Re: [PATCH 3/6] xfs: run callbacks before waking waiters in xlog_state_shutdown_callbacks

[Date Prev][Date Next][Thread Prev][Thread Next][Date Index][Thread Index]

 



On Thu, Mar 24, 2022 at 11:21:00AM +1100, Dave Chinner wrote:
> From: Dave Chinner <dchinner@xxxxxxxxxx>
> 
> Brian reported a null pointer dereference failure during unmount in
> xfs/006. He tracked the problem down to the AIL being torn down
> before a log shutdown had completed and removed all the items from
> the AIL. The failure occurred in this path while unmount was
> proceeding in another task:
> 
>  xfs_trans_ail_delete+0x102/0x130 [xfs]
>  xfs_buf_item_done+0x22/0x30 [xfs]
>  xfs_buf_ioend+0x73/0x4d0 [xfs]
>  xfs_trans_committed_bulk+0x17e/0x2f0 [xfs]
>  xlog_cil_committed+0x2a9/0x300 [xfs]
>  xlog_cil_process_committed+0x69/0x80 [xfs]
>  xlog_state_shutdown_callbacks+0xce/0xf0 [xfs]
>  xlog_force_shutdown+0xdf/0x150 [xfs]
>  xfs_do_force_shutdown+0x5f/0x150 [xfs]
>  xlog_ioend_work+0x71/0x80 [xfs]
>  process_one_work+0x1c5/0x390
>  worker_thread+0x30/0x350
>  kthread+0xd7/0x100
>  ret_from_fork+0x1f/0x30
> 
> This is processing an EIO error to a log write, and it's
> triggering a force shutdown.
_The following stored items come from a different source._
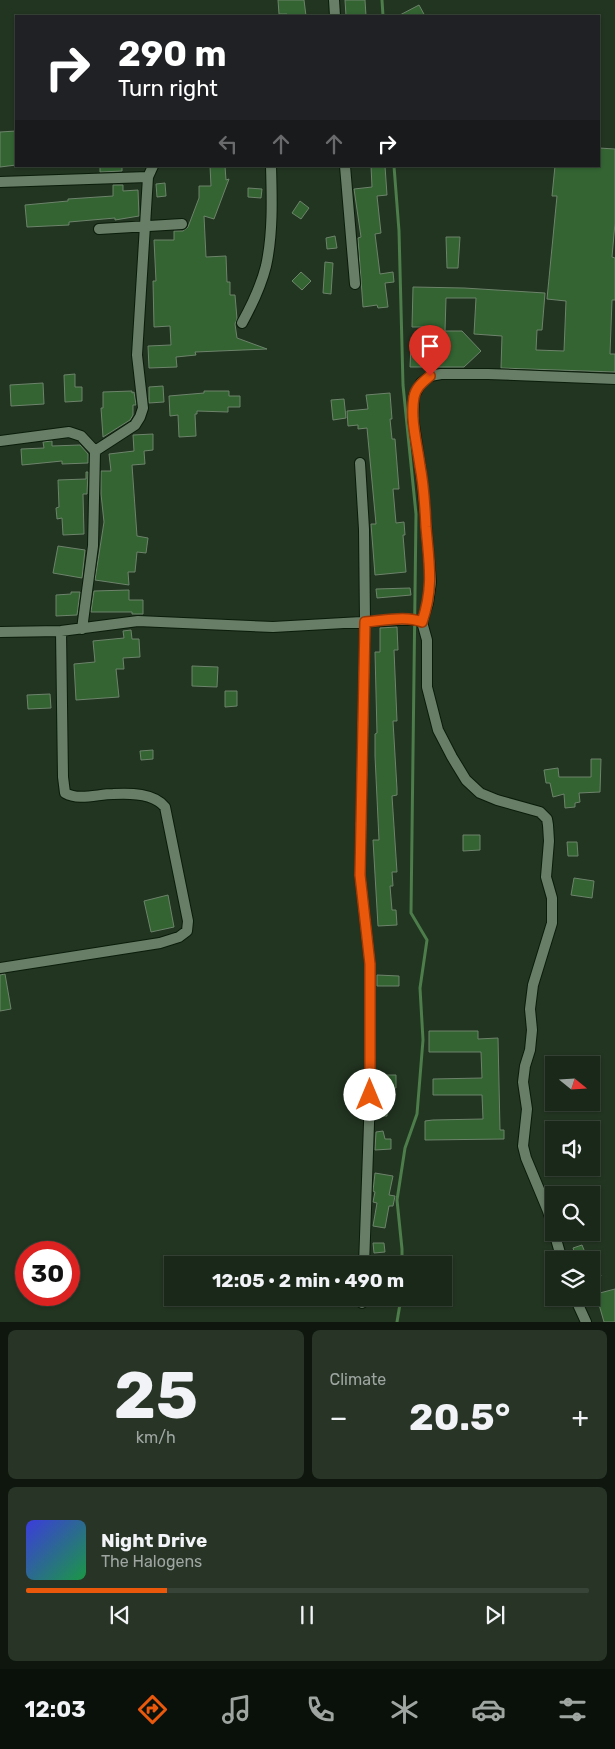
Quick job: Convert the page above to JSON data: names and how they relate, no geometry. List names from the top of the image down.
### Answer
{
  "north": "right",
  "page": {
    "turn": ["290 m", "Turn right"],
    "limit": "30",
    "trip": "12:05 · 2 min · 490 m",
    "tile": [
      ["25", "km/h"],
      "Climate"
    ],
    "heat": ["−", "20.5°", "+"],
    "song": ["Night Drive", "The Halogens"],
    "tabs": "12:03"
  }
}
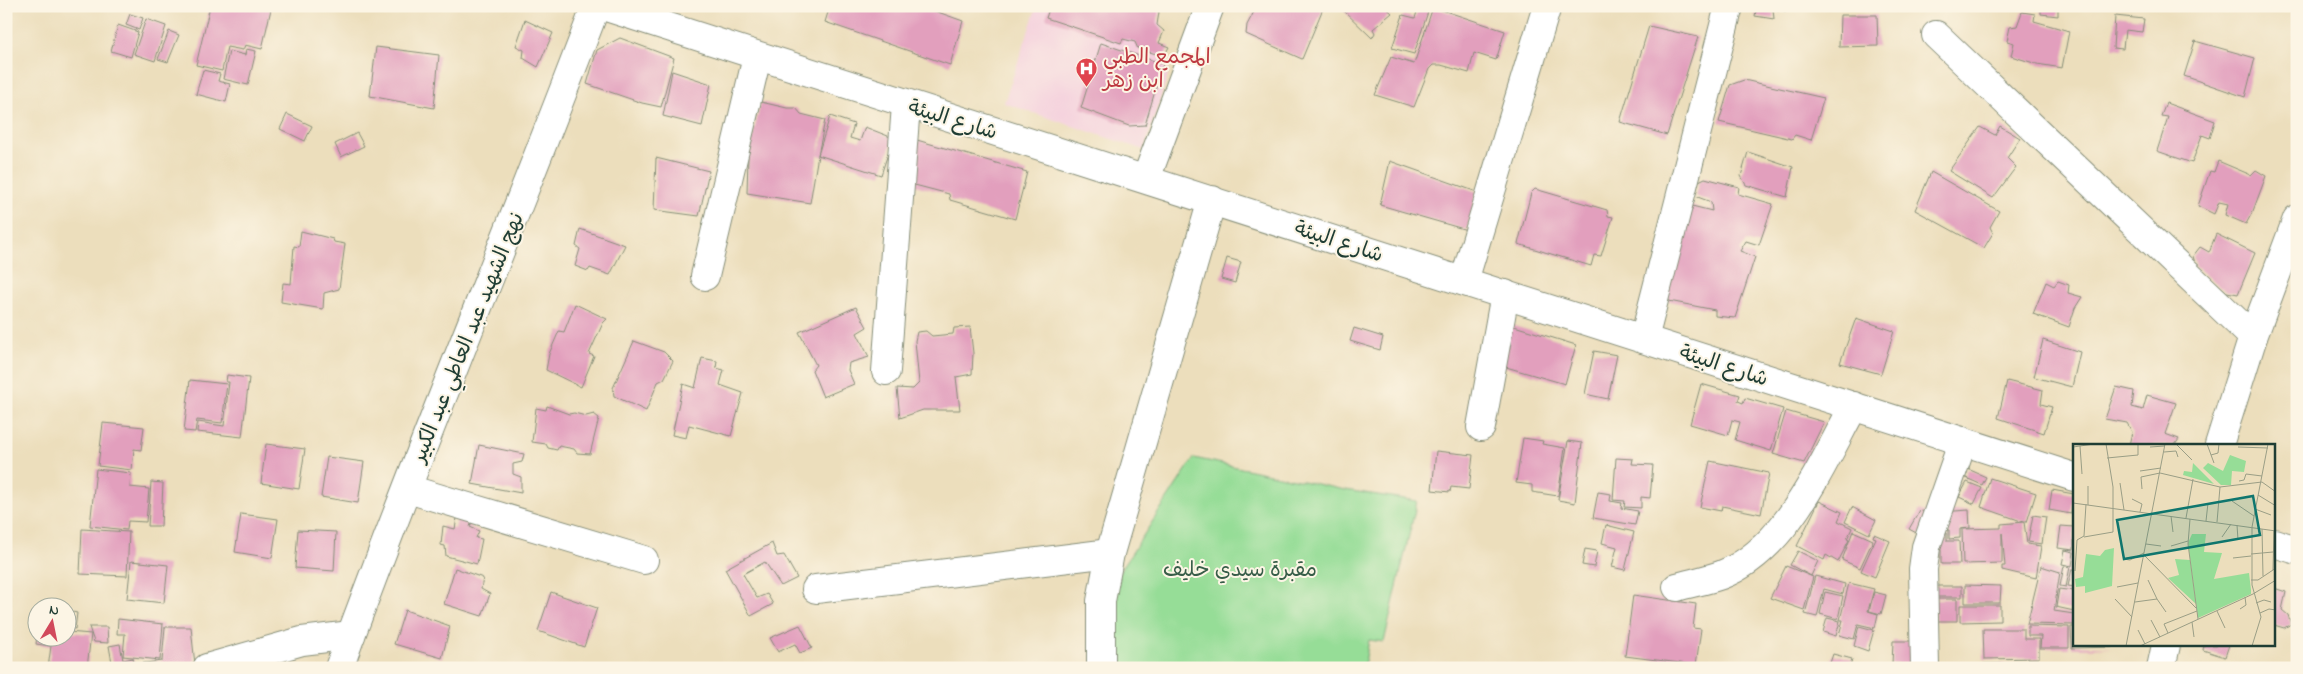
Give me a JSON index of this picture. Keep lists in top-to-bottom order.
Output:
{
  "streets": {
    "street": ["شارع البيئة", "نهج الشهيد عبد العاطي عبد الكبير"]
  },
  "parks": ["مقبرة سيدي خليف"],
  "places": {
    "hospital": ["المجمع الطبي ابن زهر"]
  },
  "north": "top"
}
This causes the log to be shut down,
> and then it is running attached iclog callbacks from the shutdown
> context. That means the fs and log has already been marked as
> xfs_is_shutdown/xlog_is_shutdown and so high level code will abort
> (e.g. xfs_trans_commit(), xfs_log_force(), etc) with an error
> because of shutdown.
> 
> The umount would have been blocked waiting for a log force
> completion inside xfs_log_cover() -> xfs_sync_sb(). The first thing
> for this situation to occur is for xfs_sync_sb() to exit without
> waiting for the iclog buffer to be comitted to disk. The
> above trace is the completion routine for the iclog buffer, and
> it is shutting down the filesystem.
> 
> xlog_state_shutdown_callbacks() does this:
> 
> {
>         struct xlog_in_core     *iclog;
>         LIST_HEAD(cb_list);
> 
>         spin_lock(&log->l_icloglock);
>         iclog = log->l_iclog;
>         do {
>                 if (atomic_read(&iclog->ic_refcnt)) {
>                         /* Reference holder will re-run iclog callbacks. */
>                         continue;
>                 }
>                 list_splice_init(&iclog->ic_callbacks, &cb_list);
> >>>>>>           wake_up_all(&iclog->ic_write_wait);
> >>>>>>           wake_up_all(&iclog->ic_force_wait);
>         } while ((iclog = iclog->ic_next) != log->l_iclog);
> 
>         wake_up_all(&log->l_flush_wait);
>         spin_unlock(&log->l_icloglock);
> 
> >>>>>>  xlog_cil_process_committed(&cb_list);
> }
> 
> It wakes forces waiters before shutdown processes all the pending
> callbacks.

I'm not sure what this means.

Are you saying that log shutdown wakes up iclog waiters before it
processes pending callbacks?  And then anyone who waits on an iclog (log
forces, I guess?) will wake up and race with the callbacks?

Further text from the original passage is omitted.